In the San Marcos case, voluntary written consent forms would have not only protected police and Romano and Soechting’s Fourth Amendment rights, but would have also provided clarity for the court.
Written consent forms allow prosecutors and defense attorneys to present evidence judges and juries need to render fair rulings, and cases deserving the courts’ attention are not prematurely dismissed due to thrown out evidence obtained through unlawful means.
When people go out to eat at a restaurant, a waiter or a waitress provides customers with a copy of their receipts to verify the purchases. If a customer agrees with the amount billed, he or she will sign the bottom of the receipt—verifying that the customer and restaurant are in agreement. Both parties then leave the exchange with a copy of the receipt for their financial records.

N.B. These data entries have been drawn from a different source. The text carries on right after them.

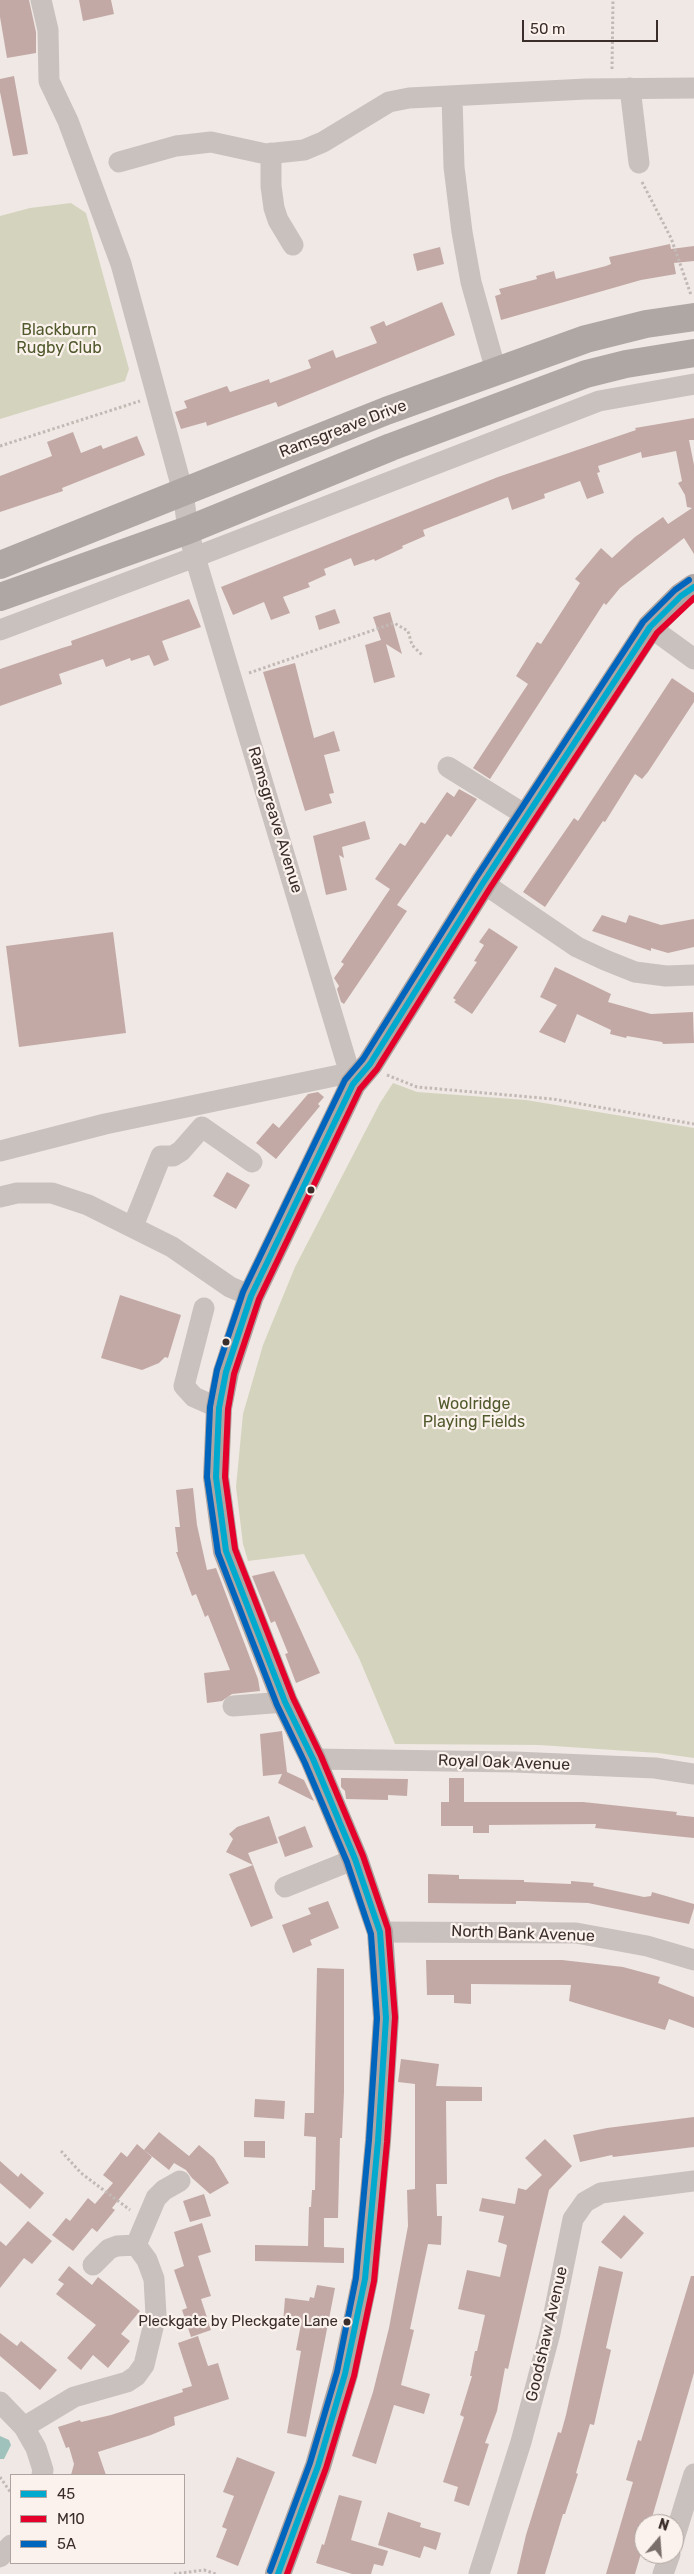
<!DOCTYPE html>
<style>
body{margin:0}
#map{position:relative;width:694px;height:2574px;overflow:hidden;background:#f0e8e4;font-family:Rubik,sans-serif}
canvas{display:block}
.legend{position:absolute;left:10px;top:2474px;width:175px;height:90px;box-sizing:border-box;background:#fbf2ed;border:1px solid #aea39f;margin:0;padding:6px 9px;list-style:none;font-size:15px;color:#3b2d2a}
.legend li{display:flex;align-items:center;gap:10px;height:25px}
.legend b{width:25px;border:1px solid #aea39f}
.north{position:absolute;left:634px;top:2514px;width:50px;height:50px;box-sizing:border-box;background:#fbf2ed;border:1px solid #aea39f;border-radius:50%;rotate:18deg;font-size:14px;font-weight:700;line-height:20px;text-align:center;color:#3b2d2a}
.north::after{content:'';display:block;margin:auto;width:18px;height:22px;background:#7a6e6b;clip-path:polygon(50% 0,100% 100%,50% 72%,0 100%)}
.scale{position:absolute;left:522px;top:20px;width:136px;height:22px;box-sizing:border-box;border:2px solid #3b2d2a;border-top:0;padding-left:6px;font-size:15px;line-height:18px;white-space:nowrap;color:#3b2d2a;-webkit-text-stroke:4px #fbf2ed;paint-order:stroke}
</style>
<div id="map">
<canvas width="694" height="2574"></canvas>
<ul class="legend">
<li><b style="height:6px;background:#00a9ce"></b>45</li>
<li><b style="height:6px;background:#e4002b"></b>M10</li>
<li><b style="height:6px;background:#0065bd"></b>5A</li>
</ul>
<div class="north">N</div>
<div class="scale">50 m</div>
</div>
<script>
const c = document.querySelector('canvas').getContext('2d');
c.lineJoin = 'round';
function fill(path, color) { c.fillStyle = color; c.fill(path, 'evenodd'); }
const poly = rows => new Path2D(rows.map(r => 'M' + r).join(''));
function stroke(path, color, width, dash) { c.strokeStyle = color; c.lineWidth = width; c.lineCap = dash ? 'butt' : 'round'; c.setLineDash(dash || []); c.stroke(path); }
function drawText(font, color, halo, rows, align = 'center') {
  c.font = font + ' Rubik,sans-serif'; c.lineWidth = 4.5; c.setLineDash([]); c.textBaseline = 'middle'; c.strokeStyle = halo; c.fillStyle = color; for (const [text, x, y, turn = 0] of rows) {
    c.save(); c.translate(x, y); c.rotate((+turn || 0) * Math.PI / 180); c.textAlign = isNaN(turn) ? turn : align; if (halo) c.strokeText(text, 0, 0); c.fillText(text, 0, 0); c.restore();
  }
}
fill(poly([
 [71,203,86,213,129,369,125,381,0,419,0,216,30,208],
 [393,1083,417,1092,526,1100,694,1128,694,1758,658,1753,539,1745,395,1744,359,1658,304,1554,248,1561,243,1544,236,1487,243,1414,263,1345,295,1267,380,1103]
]), '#d4d4be');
fill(poly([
 [0,2436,9,2440,11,2445,4,2459,0,2459]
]), '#a0c2bc');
fill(poly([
 [0,0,29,0,36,32,36,53,7,58,0,17],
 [79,0,111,0,114,14,83,21],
 [14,76,28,154,13,156,0,92,0,79],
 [670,244,671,249,694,246,694,261,674,263,676,274,641,280,501,320,495,296,501,294,499,289,537,279,536,276,554,271,556,279,606,266,611,264,609,257],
 [440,247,444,264,417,271,413,254],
 [442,302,455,335,278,407,276,402,207,426,206,422,181,429,175,412,187,408,184,401,227,386,230,392,269,379,270,383,311,368,308,360,333,350,336,358,377,343,370,327,384,321,386,326],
 [694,418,694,440,689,440,694,465,694,554,684,538,620,588,606,605,604,603,490,779,473,768,528,684,516,676,537,642,541,644,580,583,575,579,601,548,612,558,635,537,663,517,668,524,692,508,687,507,685,495,678,483,682,481,676,451,642,458,641,452,598,466,600,472,597,473,604,493,595,496,587,499,580,481,544,494,545,498,512,510,508,497,423,530,425,536,402,546,403,548,375,561,374,559,354,566,351,558,324,569,326,575,308,583,310,587,283,597,290,613,271,620,264,602,233,615,221,587,498,477,636,430,635,428],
 [73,432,81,453,101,445,103,449,137,436,145,455,62,488,63,491,0,512,0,476,52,456,47,442],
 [189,599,201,627,162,641,169,660,154,666,149,655,131,661,130,658,106,667,103,659,59,674,62,684,0,706,0,669,62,648,72,645,71,641],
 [335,609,340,623,319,630,315,616],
 [390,612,402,654,386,644,395,677,374,683,365,645,381,640,373,617],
 [295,663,314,738,334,731,340,751,324,755,334,793,329,794,332,803,305,811,263,672],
 [672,678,694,693,694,702,648,772,642,779,635,774,605,822,603,821,545,907,523,892,574,818,578,821],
 [459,789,477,799,451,837,447,834,397,905,407,911,344,1004,341,1002,337,989,339,986,334,978,344,964,341,962,390,889,375,879,400,843,405,846,421,822,425,824,447,792,454,797],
 [365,821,370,839,342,847,344,858,339,855,347,890,326,895,313,836],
 [602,915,626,923,629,915,661,925,694,919,694,947,668,953,651,948,651,951,592,931],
 [489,928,518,947,472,1014,454,1002,456,1000,453,998,477,962,474,961,484,945,479,942],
 [113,932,126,1033,19,1047,6,946],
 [555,967,611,994,608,1002,651,1014,693,1012,694,1043,663,1044,662,1042,627,1036,626,1038,610,1034,611,1030,577,1014,565,1043,539,1032,557,1005,540,997],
 [318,1092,324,1097,318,1104,320,1106,276,1159,256,1143,273,1123,279,1128,308,1094],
 [227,1172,250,1185,236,1209,213,1196],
 [120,1295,181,1315,168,1358,165,1357,159,1363,142,1370,101,1358],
 [193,1488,197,1525,207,1570,216,1568,258,1679,260,1691,232,1694,222,1701,207,1703,204,1673,230,1670,208,1615,205,1617,196,1594,192,1596,176,1552,178,1552,175,1527,180,1527,176,1490],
 [274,1571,320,1673,296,1683,285,1654,288,1653,275,1621,271,1623,252,1576],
 [282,1731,287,1772,304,1780,314,1801,278,1783,282,1774,263,1776,260,1734],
 [341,1778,408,1779,407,1796,388,1795,388,1800,346,1799,345,1791,341,1787],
 [449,1778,464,1778,464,1802,583,1802,677,1812,676,1815,694,1817,694,1838,595,1828,596,1824,489,1825,489,1833,473,1833,473,1826,441,1826,441,1802,449,1802],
 [269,1816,278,1843,248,1853,253,1865,226,1852,233,1839,229,1834,237,1827],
 [305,1826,313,1847,285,1857,278,1837],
 [253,1865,273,1918,251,1927,229,1874],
 [428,1874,459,1875,459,1879,524,1880,524,1882,571,1884,571,1881,594,1883,593,1886,644,1897,651,1896,652,1892,694,1904,694,1908,689,1924,588,1903,524,1901,516,1901,516,1904,428,1903],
 [328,1901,339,1928,310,1940,312,1945,293,1953,282,1925,311,1914,308,1908],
 [426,1960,562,1960,623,1967,660,1977,658,1983,694,1997,694,2028,669,2019,665,2030,569,2001,571,1985,471,1984,471,2004,454,2003,454,1995,427,1995],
 [317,1968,344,1969,344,2092,342,2138,340,2138,338,2218,324,2218,324,2247,344,2248,344,2263,255,2261,255,2245,308,2246,309,2207,311,2207,312,2190,315,2190,316,2137,304,2136,305,2113,314,2113],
 [401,2059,439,2064,436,2086,482,2087,482,2101,446,2101,447,2184,436,2184,437,2216,442,2216,441,2245,428,2244,410,2329,414,2330,401,2385,430,2394,424,2414,394,2405,376,2464,352,2456,373,2392,389,2328,408,2226,407,2190,415,2189,415,2084,398,2082],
 [255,2099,285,2101,284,2119,254,2117],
 [694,2117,694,2147,613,2157,612,2155,580,2162,573,2135,607,2128],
 [159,2132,189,2156,199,2145,214,2158,229,2183,210,2194,192,2178,186,2170,174,2163,169,2170,144,2150],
 [545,2139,572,2166,549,2190,508,2369,505,2368,497,2411,485,2443,489,2444,469,2506,454,2501,458,2487,443,2482,464,2417,460,2415,472,2376,470,2376,475,2351,477,2351,485,2315,458,2309,467,2270,500,2277,507,2245,498,2242,504,2216,479,2211,482,2198,515,2204,518,2188,526,2190,542,2175,525,2158],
 [244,2141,265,2141,265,2158,244,2157],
 [137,2144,152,2157,112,2208,115,2210,97,2232,92,2228,73,2251,52,2235,66,2218,70,2221,88,2198,95,2204,113,2183,103,2175,121,2152,127,2157],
 [0,2161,18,2177,21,2173,44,2193,30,2209,0,2183],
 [204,2194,211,2216,190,2222,183,2201],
 [624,2215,644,2233,621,2259,601,2242],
 [28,2221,52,2241,32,2264,24,2258,0,2288,0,2241,6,2246],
 [202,2223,211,2252,198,2256,211,2296,201,2299,211,2330,191,2337,182,2310,187,2308,174,2270,184,2266,174,2232],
 [69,2266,92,2285,98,2277,140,2311,121,2334,130,2341,108,2368,93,2355,81,2370,67,2358,96,2325,56,2294,64,2284,58,2280],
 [599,2266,623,2272,606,2348,611,2350,594,2425,590,2424,576,2473,578,2474,565,2514,563,2514,545,2574,517,2574,526,2535,558,2432,561,2433,566,2415],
 [691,2276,694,2276,694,2373,651,2521,644,2519,644,2543,635,2574,606,2574,633,2482,626,2480,638,2440,641,2441],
 [317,2285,335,2288,306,2437,287,2433,301,2351,296,2350,301,2324,283,2323,285,2298,309,2301,310,2297,314,2298],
 [0,2333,17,2346,21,2341,57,2370,40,2390,0,2356],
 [198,2336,208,2366,218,2363,229,2399,174,2417,175,2425,151,2435,98,2452,106,2475,71,2475,74,2464,69,2447,66,2448,58,2427,80,2420,81,2422,111,2415,183,2392,182,2389,192,2386,178,2343],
 [237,2457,275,2472,238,2566,216,2557,227,2529,222,2527,234,2496,223,2492],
 [339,2495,362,2501,351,2540,388,2551,383,2566,374,2564,371,2574,352,2574,316,2563,322,2544,324,2545],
 [388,2512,421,2523,420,2527,441,2533,436,2550,424,2546,420,2558,378,2545]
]), '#c3a9a6');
stroke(poly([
 [612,69,613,0],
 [642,182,671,238,691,295],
 [0,446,140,401],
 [249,673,394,623,408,631,412,645,423,656],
 [387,1075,417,1087,553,1099,694,1124],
 [61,2151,81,2173,130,2210],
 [0,2477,11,2493],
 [174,2574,204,2570,216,2574]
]), '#c2b9b5', 3, [2.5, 2.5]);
stroke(poly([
 [41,0,48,30,49,81,68,121,121,264,183,492,188,530,195,557,353,1084],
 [630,88,639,163],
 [452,96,454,167,462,232,471,282,496,371],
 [271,153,271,186,274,208,278,220,293,245],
 [119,162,176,146,211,142,266,154,304,150,323,142,389,102,409,98,586,89,694,88],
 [650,627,694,659],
 [0,630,195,557,599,401,694,384],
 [448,767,527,816],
 [483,883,577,947,605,960,635,972,666,976,694,975],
 [0,1151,105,1124,349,1073],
 [0,1197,17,1193,52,1193,88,1205,172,1247,230,1287,251,1296],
 [133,1226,161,1156,173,1156,181,1151,202,1127,252,1162],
 [204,1308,184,1386,194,1397,219,1408],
 [233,1706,285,1702],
 [313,1759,515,1762,655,1768,694,1774],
 [285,1887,355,1859],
 [380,1932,576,1933,647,1946,694,1960],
 [136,2245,156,2198,164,2190,180,2181],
 [0,2402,24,2427,36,2448,43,2470,42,2475],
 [24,2427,74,2397,127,2382,136,2376,144,2365,156,2315,154,2279,147,2260,136,2245,117,2246,109,2249,93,2265],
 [674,2539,694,2474],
 [0,2557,11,2545],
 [479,2574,521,2442,550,2333,573,2219,585,2202,601,2193,694,2181],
 [663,2574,670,2554]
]), '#c9c1bd', 21);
stroke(poly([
 [278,2574,318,2466,345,2374,365,2279,378,2141,386,2018,380,1932,355,1859,313,1759,285,1702,226,1551,216,1477,219,1408,226,1372,251,1296,353,1084,370,1064,483,883,650,627,681,596,694,587]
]), '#aea5a2', 26);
stroke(poly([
 [0,565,386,411,586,339,646,324,694,317],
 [0,597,188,530,391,447,586,374,626,364,694,353]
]), '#afa7a3', 28);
stroke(poly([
 [278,2574,318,2466,345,2374,365,2279,378,2141,386,2018,380,1932,355,1859,313,1759,285,1702,226,1551,216,1477,219,1408,226,1372,251,1296,353,1084,370,1064,483,883,650,627,681,596,694,587]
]), '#00a9ce', 6);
stroke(poly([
 [287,2574,326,2468,354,2376,374,2281,387,2142,395,2017,388,1929,363,1856,321,1756,293,1698,235,1549,225,1477,228,1409,234,1374,259,1299,360,1089,377,1069,490,888,657,633,694,598]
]), '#e4002b', 6);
stroke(poly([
 [270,2571,310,2463,337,2372,356,2278,369,2140,377,2018,371,1934,347,1862,305,1763,277,1705,218,1553,207,1477,210,1407,217,1370,243,1292,345,1080,363,1059,476,878,643,622,675,590,689,580]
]), '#0065bd', 6);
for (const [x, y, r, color] of [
 [311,1190,4.5,"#3b2d2a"],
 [226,1342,4.5,"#3b2d2a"],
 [347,2322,4.5,"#3b2d2a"]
]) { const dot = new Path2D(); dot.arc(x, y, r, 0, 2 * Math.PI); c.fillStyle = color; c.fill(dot); stroke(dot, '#fbf2ed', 2); }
drawText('15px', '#3b2d2a', '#fbf2ed', [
 ["Pleckgate by Pleckgate Lane",338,2322]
], 'right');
drawText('16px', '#515a2d', '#fbf2ed', [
 ["Blackburn",59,330],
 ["Rugby Club",59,348],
 ["Woolridge",474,1404],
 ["Playing Fields",474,1422]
]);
drawText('16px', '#3b2d2a', '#fbf2ed', [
 ["Ramsgreave Drive",343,429,-21],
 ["Ramsgreave Avenue",275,820,73],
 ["Royal Oak Avenue",504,1763,2],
 ["North Bank Avenue",523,1934,2],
 ["Goodshaw Avenue",547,2334,-77]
]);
</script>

How is it that Texans sign a paper and obtain documentation of an agreement when purchasing a burger, but written consent in not required statewide to search private property without a warrant?
The famous Irish play writer and Nobel Prize winner George Bernard Shaw got it right when he said, “The biggest problem with communication is the illusion that it has been accomplished.” The amount of communication accomplished between officers and citizens is under attack every day. Written consent forms provide the clarity and protection so many Texans deserve.
Savannah Hostetter is an intern with the Center for Effective Justice at the Texas Public Policy Foundation.
Greg Glod is a policy analyst with the Center for Effective Justice at the Texas Public Policy Foundation.